[Opening EXTRACTED ENTRIES section]

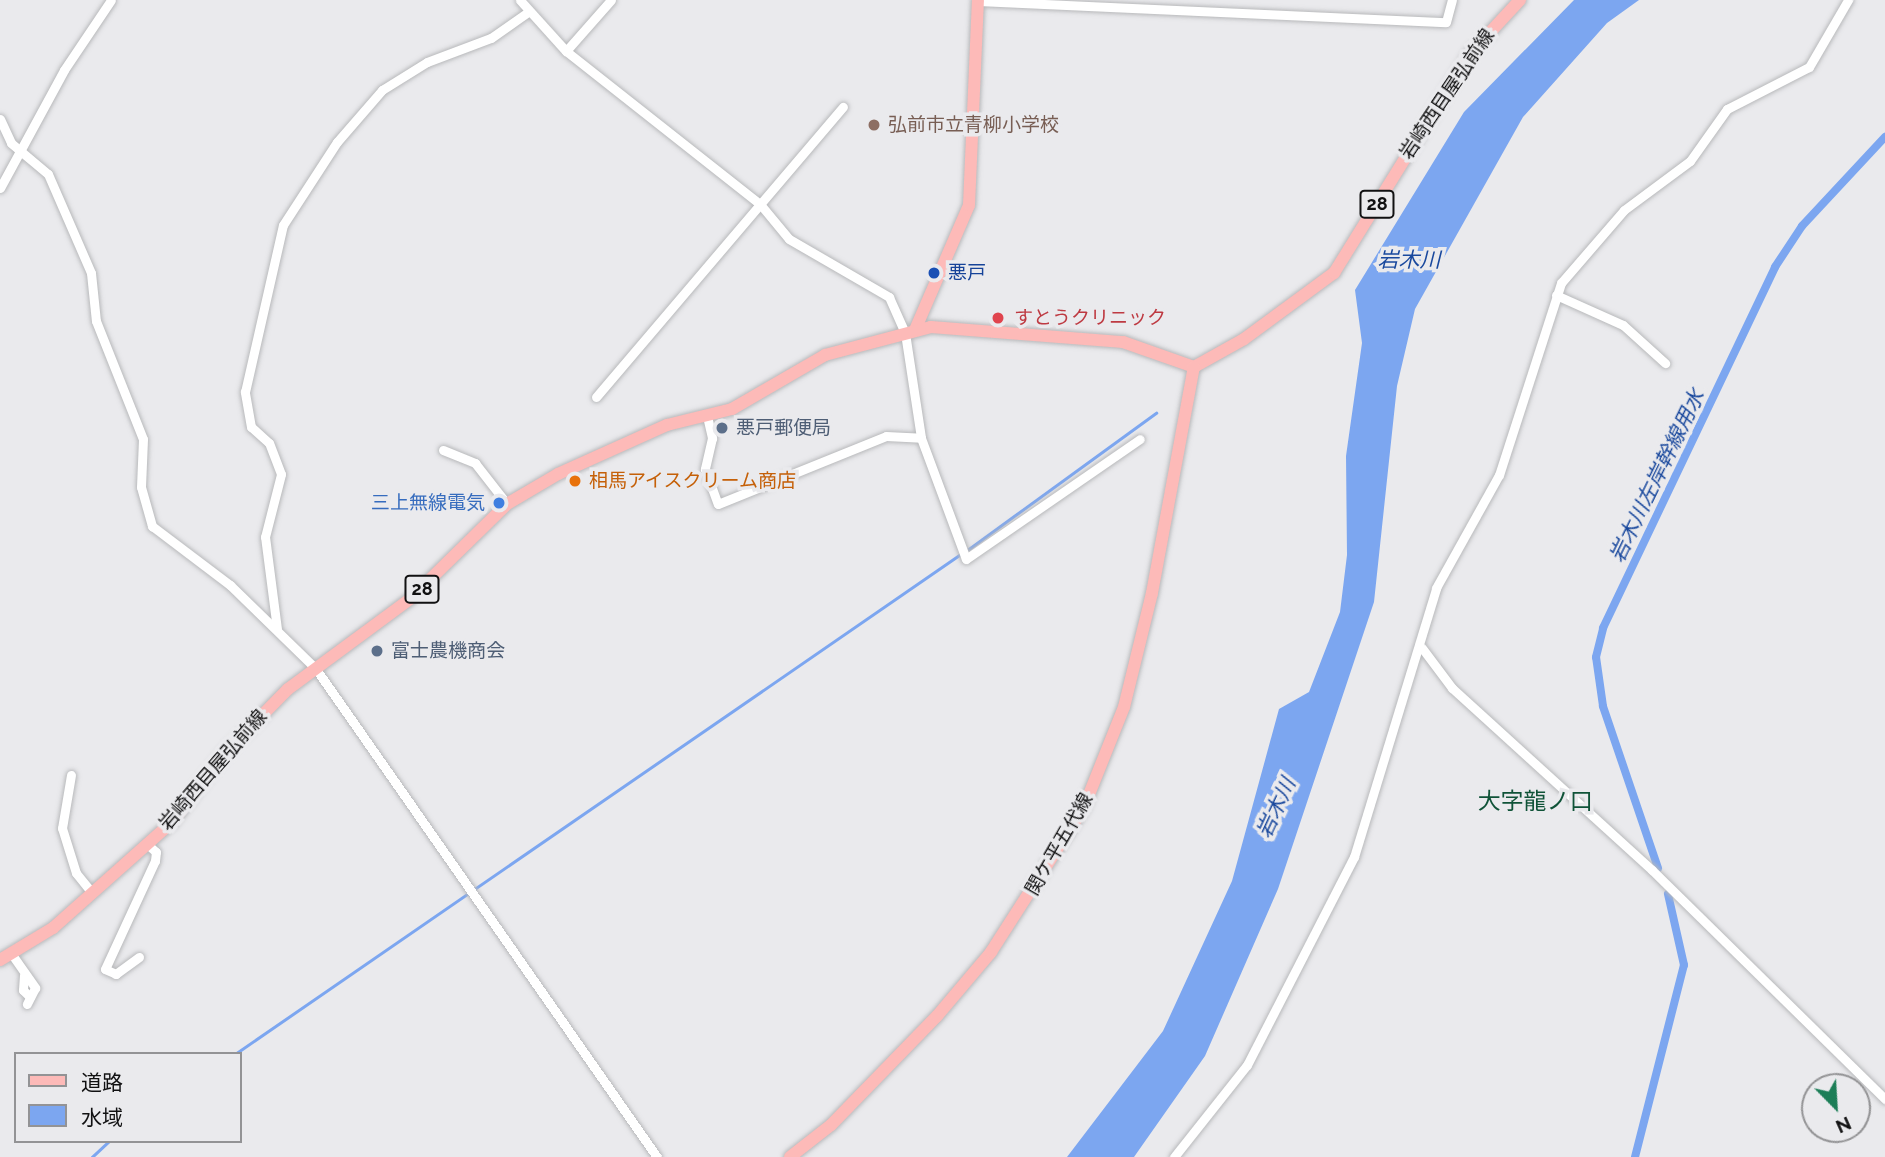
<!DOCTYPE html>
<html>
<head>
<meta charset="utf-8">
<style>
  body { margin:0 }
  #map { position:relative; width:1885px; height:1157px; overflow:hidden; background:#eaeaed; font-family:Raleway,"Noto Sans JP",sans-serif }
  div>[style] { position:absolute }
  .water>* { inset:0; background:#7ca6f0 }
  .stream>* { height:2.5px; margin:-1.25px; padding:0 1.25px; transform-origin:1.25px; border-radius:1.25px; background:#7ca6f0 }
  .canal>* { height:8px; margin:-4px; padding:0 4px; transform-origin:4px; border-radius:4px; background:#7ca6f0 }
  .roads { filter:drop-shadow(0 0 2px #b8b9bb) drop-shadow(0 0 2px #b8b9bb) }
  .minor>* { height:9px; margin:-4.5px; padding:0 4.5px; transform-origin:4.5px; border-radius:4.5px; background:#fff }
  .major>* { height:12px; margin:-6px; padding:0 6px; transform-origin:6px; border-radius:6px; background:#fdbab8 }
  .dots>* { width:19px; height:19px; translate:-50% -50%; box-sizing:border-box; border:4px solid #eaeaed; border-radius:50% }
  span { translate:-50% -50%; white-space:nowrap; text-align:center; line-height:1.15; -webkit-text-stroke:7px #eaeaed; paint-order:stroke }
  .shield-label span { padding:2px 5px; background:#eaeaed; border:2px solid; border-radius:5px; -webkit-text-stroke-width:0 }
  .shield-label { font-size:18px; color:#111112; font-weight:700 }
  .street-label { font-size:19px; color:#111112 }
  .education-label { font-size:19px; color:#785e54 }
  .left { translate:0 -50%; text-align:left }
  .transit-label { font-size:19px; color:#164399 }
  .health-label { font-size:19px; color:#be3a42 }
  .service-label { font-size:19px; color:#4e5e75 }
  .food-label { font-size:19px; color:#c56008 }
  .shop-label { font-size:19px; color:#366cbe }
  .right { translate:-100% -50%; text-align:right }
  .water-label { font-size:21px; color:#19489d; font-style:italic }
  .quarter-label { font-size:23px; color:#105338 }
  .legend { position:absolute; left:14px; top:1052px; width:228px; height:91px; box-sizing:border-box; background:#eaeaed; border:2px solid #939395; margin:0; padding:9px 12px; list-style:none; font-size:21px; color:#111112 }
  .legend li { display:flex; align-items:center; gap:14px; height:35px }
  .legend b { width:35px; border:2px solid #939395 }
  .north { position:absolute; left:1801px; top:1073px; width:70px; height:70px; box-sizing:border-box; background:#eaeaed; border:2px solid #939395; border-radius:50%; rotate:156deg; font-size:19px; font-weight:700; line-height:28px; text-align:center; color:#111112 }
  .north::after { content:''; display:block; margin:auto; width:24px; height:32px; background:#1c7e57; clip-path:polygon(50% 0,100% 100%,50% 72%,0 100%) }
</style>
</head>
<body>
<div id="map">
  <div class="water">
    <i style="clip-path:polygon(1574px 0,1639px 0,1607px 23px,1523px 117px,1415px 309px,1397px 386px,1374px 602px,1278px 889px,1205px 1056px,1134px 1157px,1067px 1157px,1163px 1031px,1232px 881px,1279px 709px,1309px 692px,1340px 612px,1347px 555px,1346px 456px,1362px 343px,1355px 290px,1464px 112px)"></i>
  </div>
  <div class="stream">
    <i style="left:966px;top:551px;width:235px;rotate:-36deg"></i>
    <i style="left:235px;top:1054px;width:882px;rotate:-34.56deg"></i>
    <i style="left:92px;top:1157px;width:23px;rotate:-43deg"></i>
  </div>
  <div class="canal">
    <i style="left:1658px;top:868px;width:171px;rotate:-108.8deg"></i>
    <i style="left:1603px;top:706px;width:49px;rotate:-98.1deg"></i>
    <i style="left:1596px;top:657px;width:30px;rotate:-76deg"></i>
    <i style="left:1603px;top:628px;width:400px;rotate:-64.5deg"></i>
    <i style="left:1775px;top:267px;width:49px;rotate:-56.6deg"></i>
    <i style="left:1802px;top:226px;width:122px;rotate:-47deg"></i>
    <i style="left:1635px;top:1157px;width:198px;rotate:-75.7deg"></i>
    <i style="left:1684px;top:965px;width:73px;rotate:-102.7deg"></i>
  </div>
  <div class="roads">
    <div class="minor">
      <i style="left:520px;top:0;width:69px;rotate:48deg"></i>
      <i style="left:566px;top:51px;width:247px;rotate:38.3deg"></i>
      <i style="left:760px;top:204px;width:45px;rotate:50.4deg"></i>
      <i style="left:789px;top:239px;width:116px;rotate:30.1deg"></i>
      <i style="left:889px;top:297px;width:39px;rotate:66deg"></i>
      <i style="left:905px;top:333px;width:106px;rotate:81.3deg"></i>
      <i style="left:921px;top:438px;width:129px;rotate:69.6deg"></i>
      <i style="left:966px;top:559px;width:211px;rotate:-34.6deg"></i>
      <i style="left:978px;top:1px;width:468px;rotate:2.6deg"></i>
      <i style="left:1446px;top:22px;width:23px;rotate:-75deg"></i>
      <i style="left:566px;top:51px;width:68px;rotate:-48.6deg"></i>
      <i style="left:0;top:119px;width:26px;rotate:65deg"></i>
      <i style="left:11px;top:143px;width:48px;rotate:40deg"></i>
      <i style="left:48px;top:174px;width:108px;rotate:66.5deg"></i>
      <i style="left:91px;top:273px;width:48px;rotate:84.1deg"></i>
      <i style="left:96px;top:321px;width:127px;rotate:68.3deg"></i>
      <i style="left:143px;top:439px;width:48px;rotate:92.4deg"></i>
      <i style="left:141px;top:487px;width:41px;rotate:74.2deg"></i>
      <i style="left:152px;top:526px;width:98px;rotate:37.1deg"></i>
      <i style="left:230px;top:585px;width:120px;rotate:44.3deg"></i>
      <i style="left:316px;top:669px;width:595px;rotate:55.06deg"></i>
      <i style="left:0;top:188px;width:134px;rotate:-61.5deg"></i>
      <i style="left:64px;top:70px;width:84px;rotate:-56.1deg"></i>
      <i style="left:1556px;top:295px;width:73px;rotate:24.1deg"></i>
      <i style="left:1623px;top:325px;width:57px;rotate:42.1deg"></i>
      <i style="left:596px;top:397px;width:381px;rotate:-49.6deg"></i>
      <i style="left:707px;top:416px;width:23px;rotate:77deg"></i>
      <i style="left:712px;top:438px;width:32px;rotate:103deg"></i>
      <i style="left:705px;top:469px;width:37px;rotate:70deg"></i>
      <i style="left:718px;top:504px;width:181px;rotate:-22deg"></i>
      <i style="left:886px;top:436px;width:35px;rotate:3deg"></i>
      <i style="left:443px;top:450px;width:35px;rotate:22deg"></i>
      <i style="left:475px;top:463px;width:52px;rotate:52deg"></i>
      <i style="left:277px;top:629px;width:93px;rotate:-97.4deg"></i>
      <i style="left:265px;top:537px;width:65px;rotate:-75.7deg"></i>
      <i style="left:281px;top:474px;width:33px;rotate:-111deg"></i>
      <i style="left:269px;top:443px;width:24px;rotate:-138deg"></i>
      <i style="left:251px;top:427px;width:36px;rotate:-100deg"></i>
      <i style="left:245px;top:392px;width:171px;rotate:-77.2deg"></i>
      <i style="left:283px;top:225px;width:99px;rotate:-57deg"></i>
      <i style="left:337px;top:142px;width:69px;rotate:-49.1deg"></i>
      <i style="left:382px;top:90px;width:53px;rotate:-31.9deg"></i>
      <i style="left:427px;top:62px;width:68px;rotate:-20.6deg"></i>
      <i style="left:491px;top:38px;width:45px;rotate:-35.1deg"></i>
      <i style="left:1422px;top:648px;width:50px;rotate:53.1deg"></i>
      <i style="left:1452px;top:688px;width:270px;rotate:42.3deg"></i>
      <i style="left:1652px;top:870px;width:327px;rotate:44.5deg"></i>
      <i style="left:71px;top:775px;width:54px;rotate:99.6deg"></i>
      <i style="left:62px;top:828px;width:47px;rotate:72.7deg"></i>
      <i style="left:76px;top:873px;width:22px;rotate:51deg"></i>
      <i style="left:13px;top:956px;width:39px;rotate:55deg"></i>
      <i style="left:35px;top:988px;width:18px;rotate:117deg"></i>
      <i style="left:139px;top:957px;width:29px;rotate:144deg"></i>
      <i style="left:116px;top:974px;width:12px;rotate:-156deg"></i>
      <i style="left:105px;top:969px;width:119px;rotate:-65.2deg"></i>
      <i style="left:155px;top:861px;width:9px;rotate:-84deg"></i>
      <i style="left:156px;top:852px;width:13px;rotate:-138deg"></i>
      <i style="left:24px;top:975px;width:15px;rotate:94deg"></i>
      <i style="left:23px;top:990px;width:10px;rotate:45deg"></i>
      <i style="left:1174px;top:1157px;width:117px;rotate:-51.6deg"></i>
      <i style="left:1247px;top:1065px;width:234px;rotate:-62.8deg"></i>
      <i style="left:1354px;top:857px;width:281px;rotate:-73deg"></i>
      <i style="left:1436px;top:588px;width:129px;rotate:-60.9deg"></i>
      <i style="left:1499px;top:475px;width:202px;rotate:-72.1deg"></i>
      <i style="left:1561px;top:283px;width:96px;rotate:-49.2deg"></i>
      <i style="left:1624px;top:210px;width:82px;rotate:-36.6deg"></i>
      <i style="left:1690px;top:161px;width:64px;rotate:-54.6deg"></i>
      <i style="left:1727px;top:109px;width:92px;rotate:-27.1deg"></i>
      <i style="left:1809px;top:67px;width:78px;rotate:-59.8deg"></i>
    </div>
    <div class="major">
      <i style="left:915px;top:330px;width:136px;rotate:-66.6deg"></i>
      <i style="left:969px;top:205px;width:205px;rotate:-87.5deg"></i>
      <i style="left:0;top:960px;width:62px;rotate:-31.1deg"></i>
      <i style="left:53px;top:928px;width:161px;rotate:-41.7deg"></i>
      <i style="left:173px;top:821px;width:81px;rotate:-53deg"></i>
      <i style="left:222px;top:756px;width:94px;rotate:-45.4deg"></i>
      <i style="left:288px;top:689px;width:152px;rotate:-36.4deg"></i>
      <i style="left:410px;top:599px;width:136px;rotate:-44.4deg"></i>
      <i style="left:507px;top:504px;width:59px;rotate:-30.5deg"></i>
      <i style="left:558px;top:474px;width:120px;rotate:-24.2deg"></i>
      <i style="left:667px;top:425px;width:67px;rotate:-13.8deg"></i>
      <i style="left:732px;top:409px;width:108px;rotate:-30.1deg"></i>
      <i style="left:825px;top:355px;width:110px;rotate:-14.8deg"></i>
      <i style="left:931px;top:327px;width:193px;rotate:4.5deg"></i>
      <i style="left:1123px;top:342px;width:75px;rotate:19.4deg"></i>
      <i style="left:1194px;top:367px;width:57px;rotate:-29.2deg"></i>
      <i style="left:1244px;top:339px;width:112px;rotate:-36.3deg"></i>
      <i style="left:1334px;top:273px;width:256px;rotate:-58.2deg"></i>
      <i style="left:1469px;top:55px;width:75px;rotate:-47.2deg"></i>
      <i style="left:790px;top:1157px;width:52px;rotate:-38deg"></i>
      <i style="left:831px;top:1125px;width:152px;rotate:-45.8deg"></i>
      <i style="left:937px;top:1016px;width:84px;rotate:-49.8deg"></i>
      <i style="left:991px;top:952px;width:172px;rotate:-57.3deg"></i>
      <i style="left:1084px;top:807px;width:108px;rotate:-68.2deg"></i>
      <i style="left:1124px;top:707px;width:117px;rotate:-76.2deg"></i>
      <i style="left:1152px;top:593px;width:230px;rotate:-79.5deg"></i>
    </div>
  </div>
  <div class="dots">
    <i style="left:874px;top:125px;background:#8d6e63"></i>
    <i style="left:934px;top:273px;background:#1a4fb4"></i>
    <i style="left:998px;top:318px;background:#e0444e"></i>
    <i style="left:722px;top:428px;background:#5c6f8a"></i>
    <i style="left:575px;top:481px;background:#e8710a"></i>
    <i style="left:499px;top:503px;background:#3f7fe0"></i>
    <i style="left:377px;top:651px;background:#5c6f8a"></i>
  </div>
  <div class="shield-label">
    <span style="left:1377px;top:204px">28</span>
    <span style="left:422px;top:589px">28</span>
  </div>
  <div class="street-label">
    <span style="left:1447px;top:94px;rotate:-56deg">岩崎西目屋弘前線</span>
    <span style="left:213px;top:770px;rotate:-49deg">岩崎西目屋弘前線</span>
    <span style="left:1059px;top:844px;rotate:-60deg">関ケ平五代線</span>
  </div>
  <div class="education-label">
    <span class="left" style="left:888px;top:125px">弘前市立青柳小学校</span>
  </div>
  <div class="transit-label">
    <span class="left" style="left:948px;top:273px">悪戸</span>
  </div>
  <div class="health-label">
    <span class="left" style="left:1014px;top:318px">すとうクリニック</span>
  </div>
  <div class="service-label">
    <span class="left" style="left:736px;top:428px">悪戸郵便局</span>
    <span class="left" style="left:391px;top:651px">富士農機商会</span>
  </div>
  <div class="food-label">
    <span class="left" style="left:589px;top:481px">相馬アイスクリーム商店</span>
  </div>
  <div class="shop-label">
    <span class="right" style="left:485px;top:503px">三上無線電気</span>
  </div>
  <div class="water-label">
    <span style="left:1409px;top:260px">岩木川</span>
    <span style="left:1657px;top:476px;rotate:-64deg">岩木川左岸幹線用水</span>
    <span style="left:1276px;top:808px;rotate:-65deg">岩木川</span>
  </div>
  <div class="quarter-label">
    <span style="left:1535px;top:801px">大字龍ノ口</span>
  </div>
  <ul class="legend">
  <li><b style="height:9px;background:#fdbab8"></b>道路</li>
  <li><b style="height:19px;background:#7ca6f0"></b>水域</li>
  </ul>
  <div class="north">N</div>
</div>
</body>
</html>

[Closing EXTRACTED ENTRIES section]

■ **THE TASK**: Extract every line containing the string "stream" from the data above.

■ **EXERCISE RESULT**:
  .stream>* { height:2.5px; margin:-1.25px; padding:0 1.25px; transform-origin:1.25px; border-radius:1.25px; background:#7ca6f0 }
  <div class="stream">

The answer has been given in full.